Tag Archives: edit

Starts With P: writing advice

Our preschool letter of the week is P.  We talk about pickles and pinecones, pigs and peacocks, porcupines and pillows.  Not in that order, and certainly not in the same breath.  Yet, like all things, I could string them together into one cohesive theme if given enough time.  I’m just crazy that way.

While contemplating this today, it struck me that novels would never get completed without the all-powerful letter P. 

And so I present you: Writing Advice with the Letter P.

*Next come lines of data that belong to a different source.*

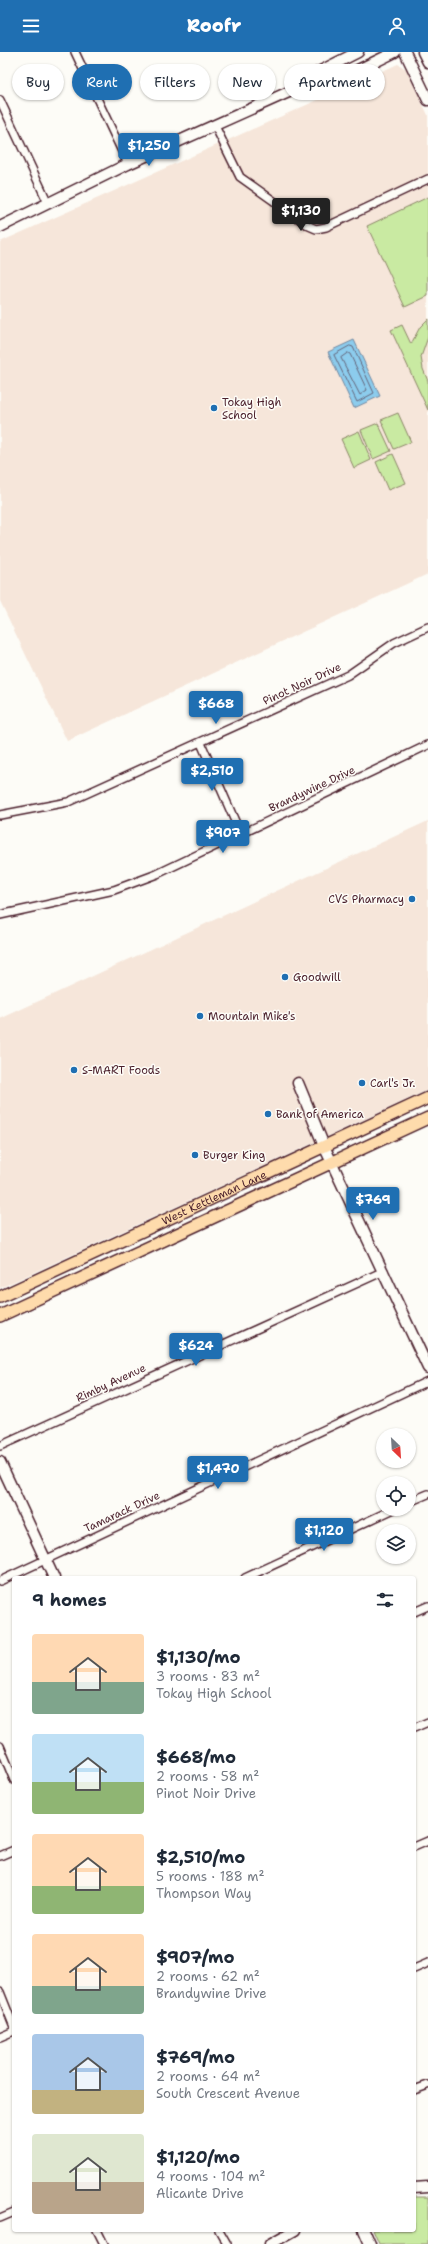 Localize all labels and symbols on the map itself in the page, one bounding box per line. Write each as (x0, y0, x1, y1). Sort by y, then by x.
pin: $1,250 (116, 133, 182, 167)
pin: $1,130 (268, 198, 334, 232)
place label: Tokay High School (222, 395, 281, 423)
marker: Tokay High School (209, 403, 219, 413)
street label: Pinot Noir Drive (260, 659, 344, 709)
pin: $668 (192, 691, 240, 725)
pin: $2,510 (179, 758, 245, 792)
street label: Brandywine Drive (266, 762, 358, 816)
pin: $907 (199, 820, 247, 854)
place label: CVS Pharmacy (328, 892, 404, 907)
marker: CVS Pharmacy (407, 894, 417, 904)
place label: Goodwill (293, 970, 341, 985)
marker: Goodwill (280, 972, 290, 982)
place label: Mountain Mike's (208, 1009, 296, 1024)
marker: Mountain Mike's (195, 1011, 205, 1021)
place label: S-MART Foods (82, 1063, 160, 1078)
marker: S-MART Foods (69, 1065, 79, 1075)
place label: Carl's Jr. (370, 1076, 416, 1091)
marker: Carl's Jr. (357, 1078, 367, 1088)
place label: Bank of America (276, 1107, 364, 1122)
marker: Bank of America (263, 1109, 273, 1119)
place label: Burger King (203, 1148, 266, 1163)
marker: Burger King (190, 1150, 200, 1160)
street label: West Kettleman Lane (159, 1167, 269, 1228)
pin: $769 (349, 1187, 397, 1221)
pin: $624 (172, 1333, 220, 1367)
street label: Rimby Avenue (74, 1360, 148, 1406)
north arrow (376, 1428, 416, 1468)
pin: $1,470 (185, 1456, 251, 1490)
street label: Tamarack Drive (82, 1488, 162, 1536)
pin: $1,120 (291, 1518, 357, 1552) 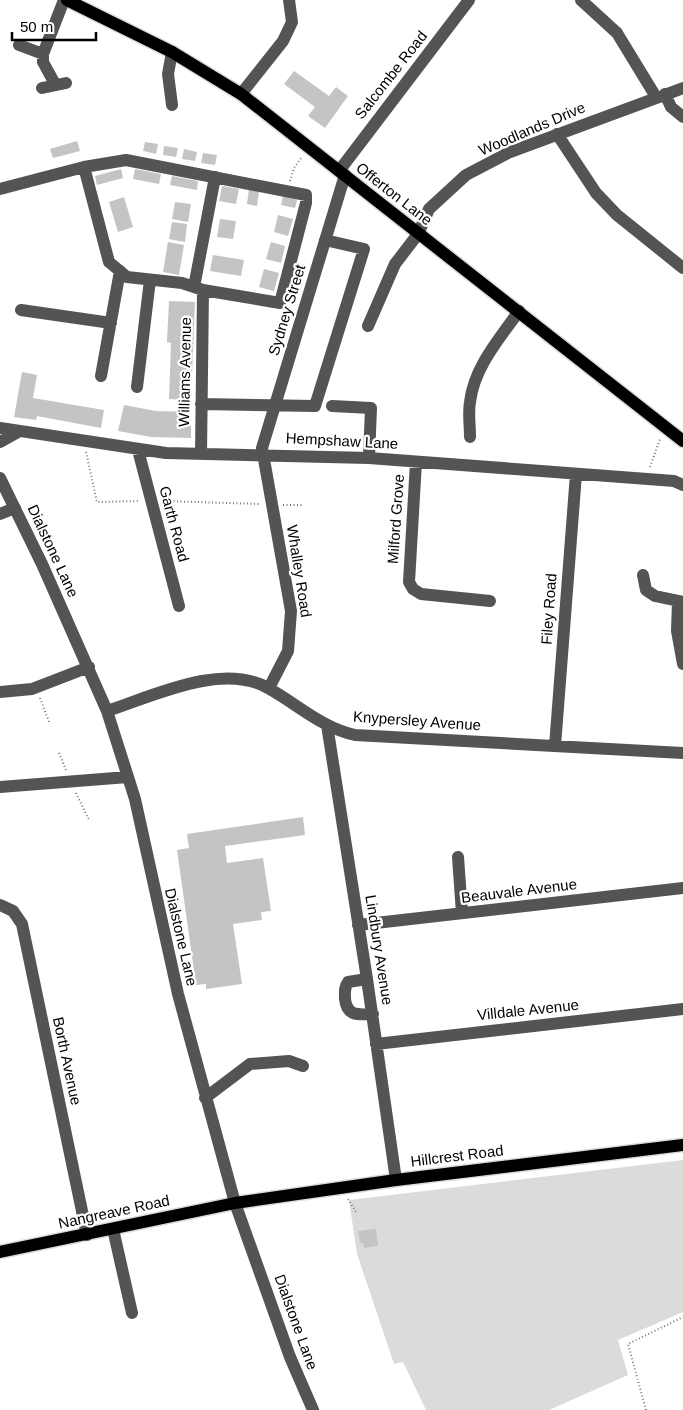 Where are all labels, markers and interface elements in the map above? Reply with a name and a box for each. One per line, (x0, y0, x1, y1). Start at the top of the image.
scale bar (12, 10, 96, 42)
text: 50 m (20, 18, 53, 35)
street label: Salcombe Road (351, 27, 430, 122)
street label: Woodlands Drive (476, 98, 588, 159)
street label: Offerton Lane (353, 159, 436, 228)
street label: Sydney Street (265, 262, 309, 357)
street label: Williams Avenue (175, 317, 194, 427)
street label: Hempshaw Lane (285, 429, 399, 452)
street label: Milford Grove (384, 473, 407, 564)
street label: Garth Road (156, 484, 193, 564)
street label: Dialstone Lane (25, 502, 82, 600)
street label: Whalley Road (284, 523, 315, 618)
street label: Filey Road (538, 573, 559, 645)
street label: Knypersley Avenue (353, 708, 482, 733)
street label: Beauvale Avenue (460, 875, 578, 906)
street label: Dialstone Lane (162, 886, 201, 988)
street label: Lindbury Avenue (362, 894, 397, 1006)
street label: Villdale Avenue (476, 996, 580, 1023)
street label: Borth Avenue (50, 1015, 85, 1107)
street label: Hillcrest Road (410, 1141, 504, 1170)
street label: Nangreave Road (57, 1191, 171, 1232)
street label: Dialstone Lane (271, 1272, 322, 1372) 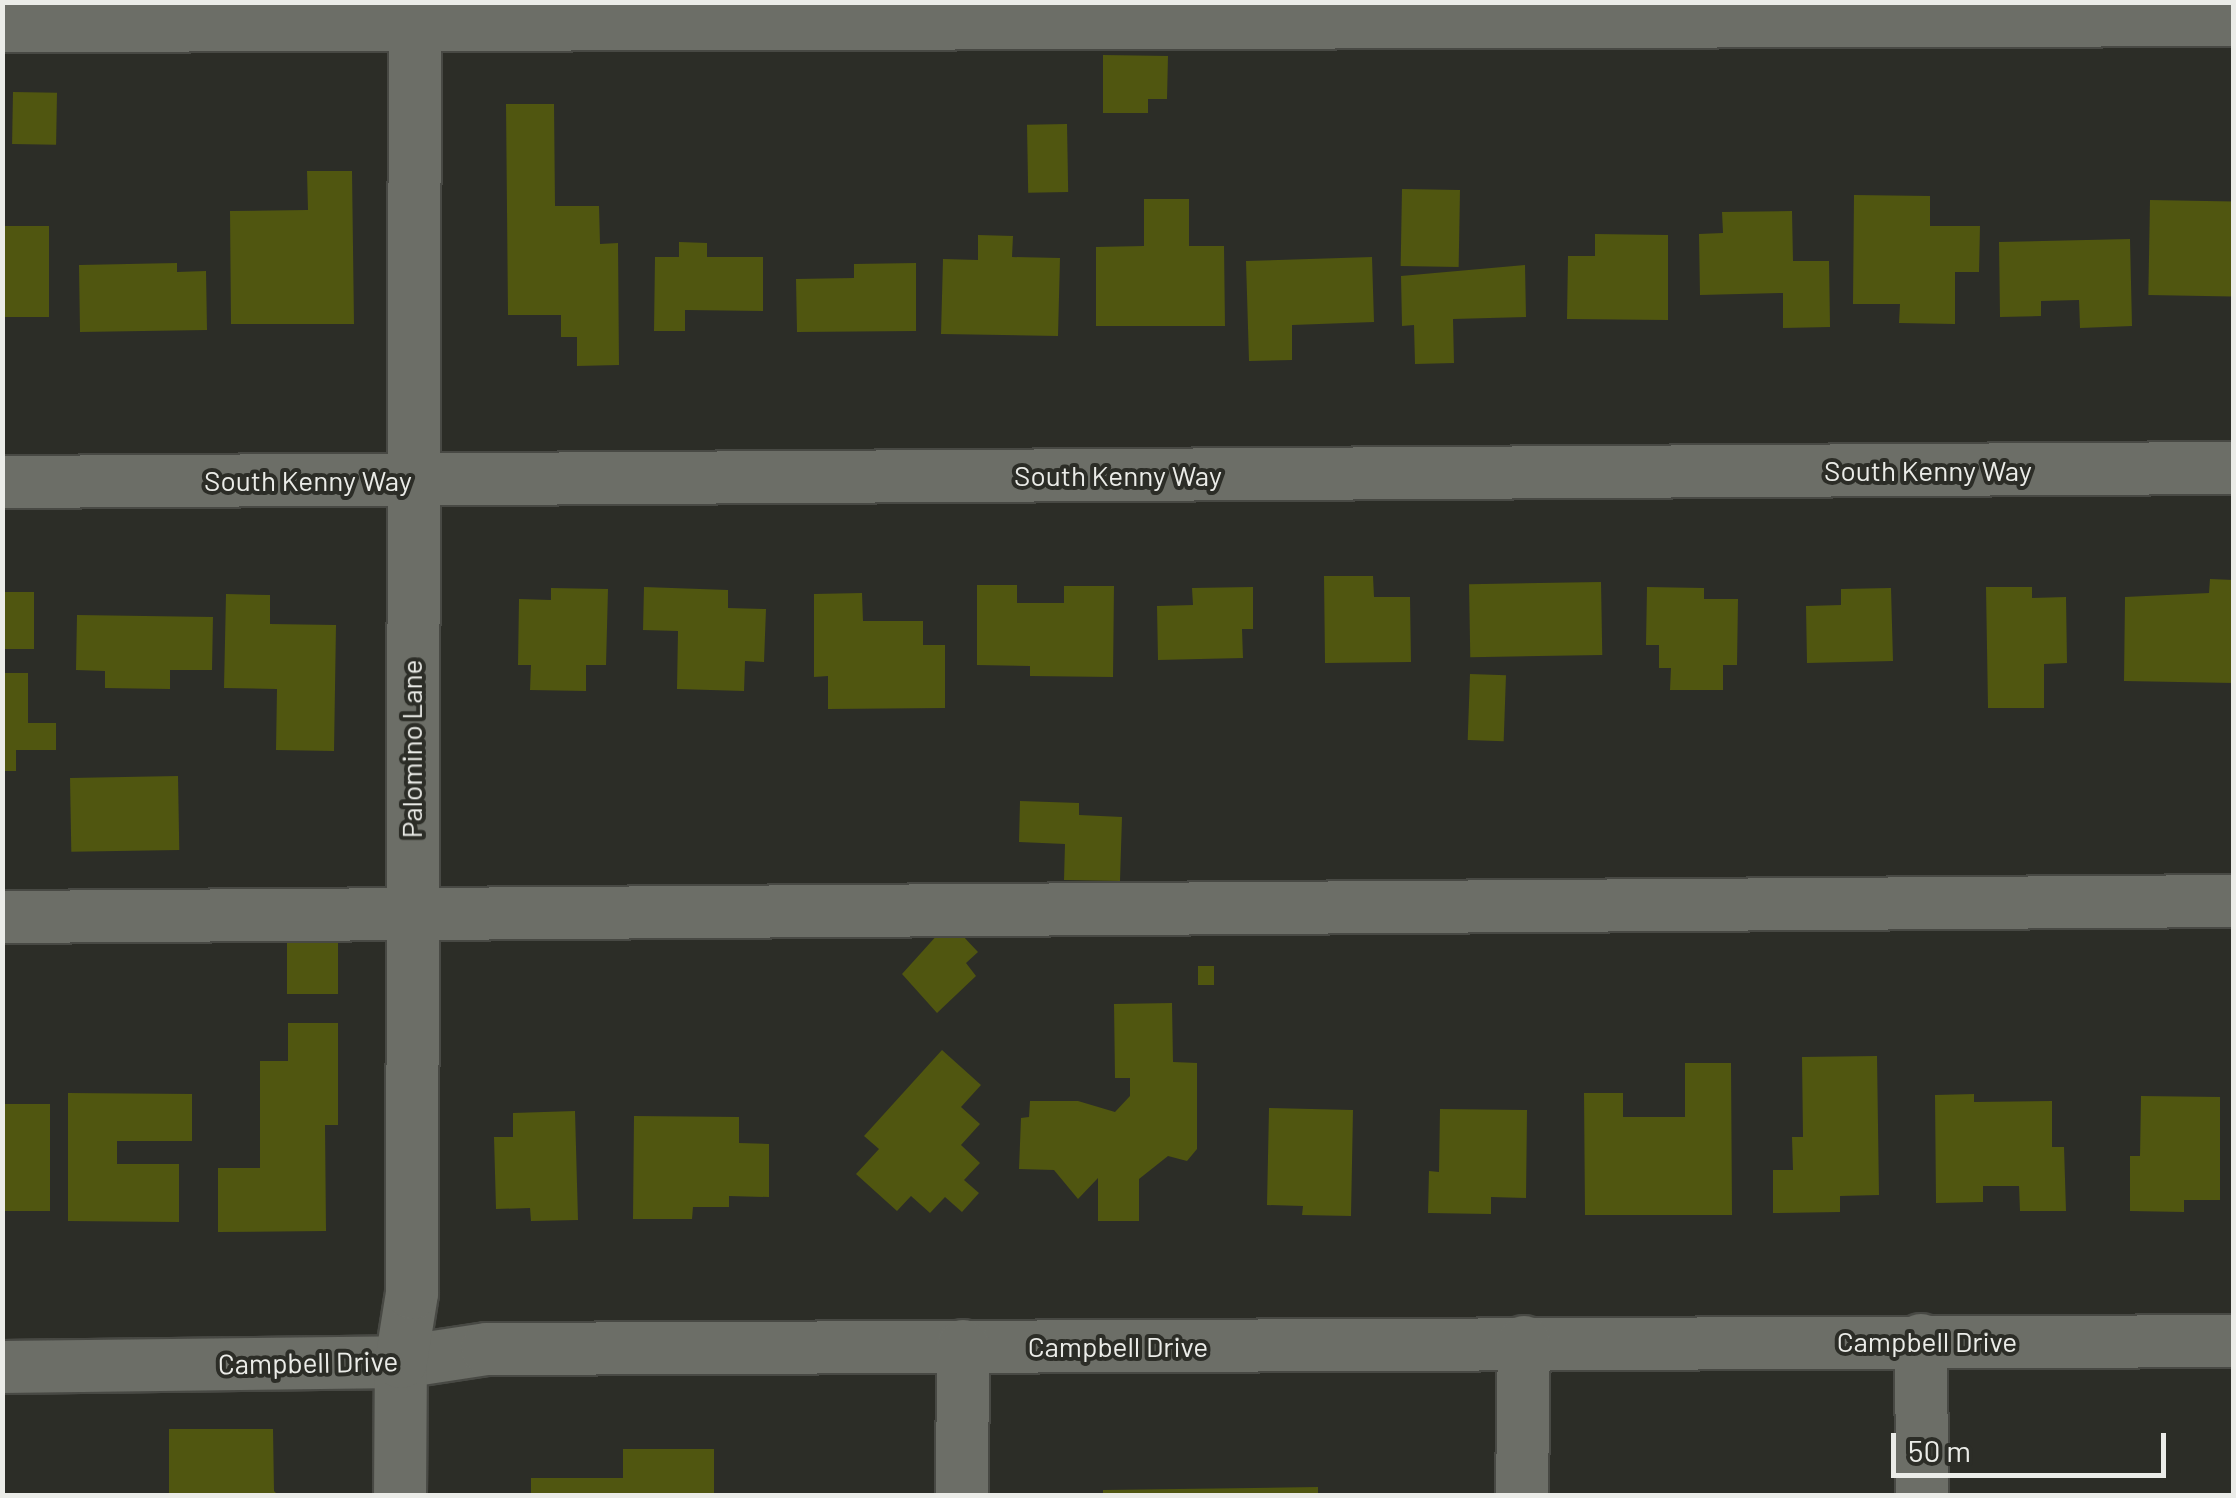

  • Premeditate: Every good story needs a bit of forethought before putting pen to paper.  While I’m a pantster (writing without an outline), a certain amount of premeditation can go a long way in understanding the nuances of a novel.  For instance, I researched multiple personality disorders for Whispering Minds.  I read four books, checked out numerous websites and tapped into my psych classes from college to pull together pertinent info to my story.
  • Plot: Next I plodded plotted my way through my story.  I wrote one word after another, stringing sentences into paragraphs and pages into chapters.  Soon, I had a viable story line with a workable plot–a conflict and a resolution.
  • Progress: Every day, I wrote a minimum of 1,667 words.  While that sounds impressive, it was a self-imposed timeline posed by NaNoWriMo and their annual novel-writing contest.  Regardless of the reason, however, I made progress toward my 50k words in thirty days goal.  Each and every day, I worked on my novel.  Forward motion is the only way progress is made.
  • Perseverance: Don’t get me wrong, there were days I wanted to quit.  Procrastination could have been my friend.  Instead, I persevered through the doldrums and worked despite my absent muse. 
  • Posterior: Eventually I reached THE END.  The backside of a novel writing endeavor is a much cherished success.  Whether our words ever get read by another human being or not, simply reaching the climax of a novel and wrapping up the loose ends is a success few wannabe writers ever reach.  If this is as far as you get in your career as a writer, congratulate yourself on a job well-done.  Only 17% of those starting NaNoWriMo each year complete their goals. 
  • Practice: After our final words find their way to the page, aspiring writers feel empowered with their success.  We want to rush our babies into the literary world.  Don’t.  Suppress this urge.  Quash it.  Kill it or hide it in a box in a dark closet.  Your rough draft is your practice piece.  Nothing more and nothing less.   
  • Polish: After a solid finish, your practice manuscript needs a good spit-shine.  It needs echoes beat out of it.  It needs plot holes filled and characters plumped.  It needs to be edited over and over again until you have clarity.  It needs beta eyes to pinpoint problem areas and help make your writing a work of art–precise, polished, perfect.
  • Perfection: Okay, maybe that’s too strong of a word.  But the gist of it is, if you ever want to go from wanna-be writer to aspiring writer to full-fledged author, you must learn the delicate balance between as-good-as-I-can-get-it and editing-the-magic-out.  When we reach that comfortable place in our rewrites, we must stop the urge to tinker and start pimping our babies to the professionals.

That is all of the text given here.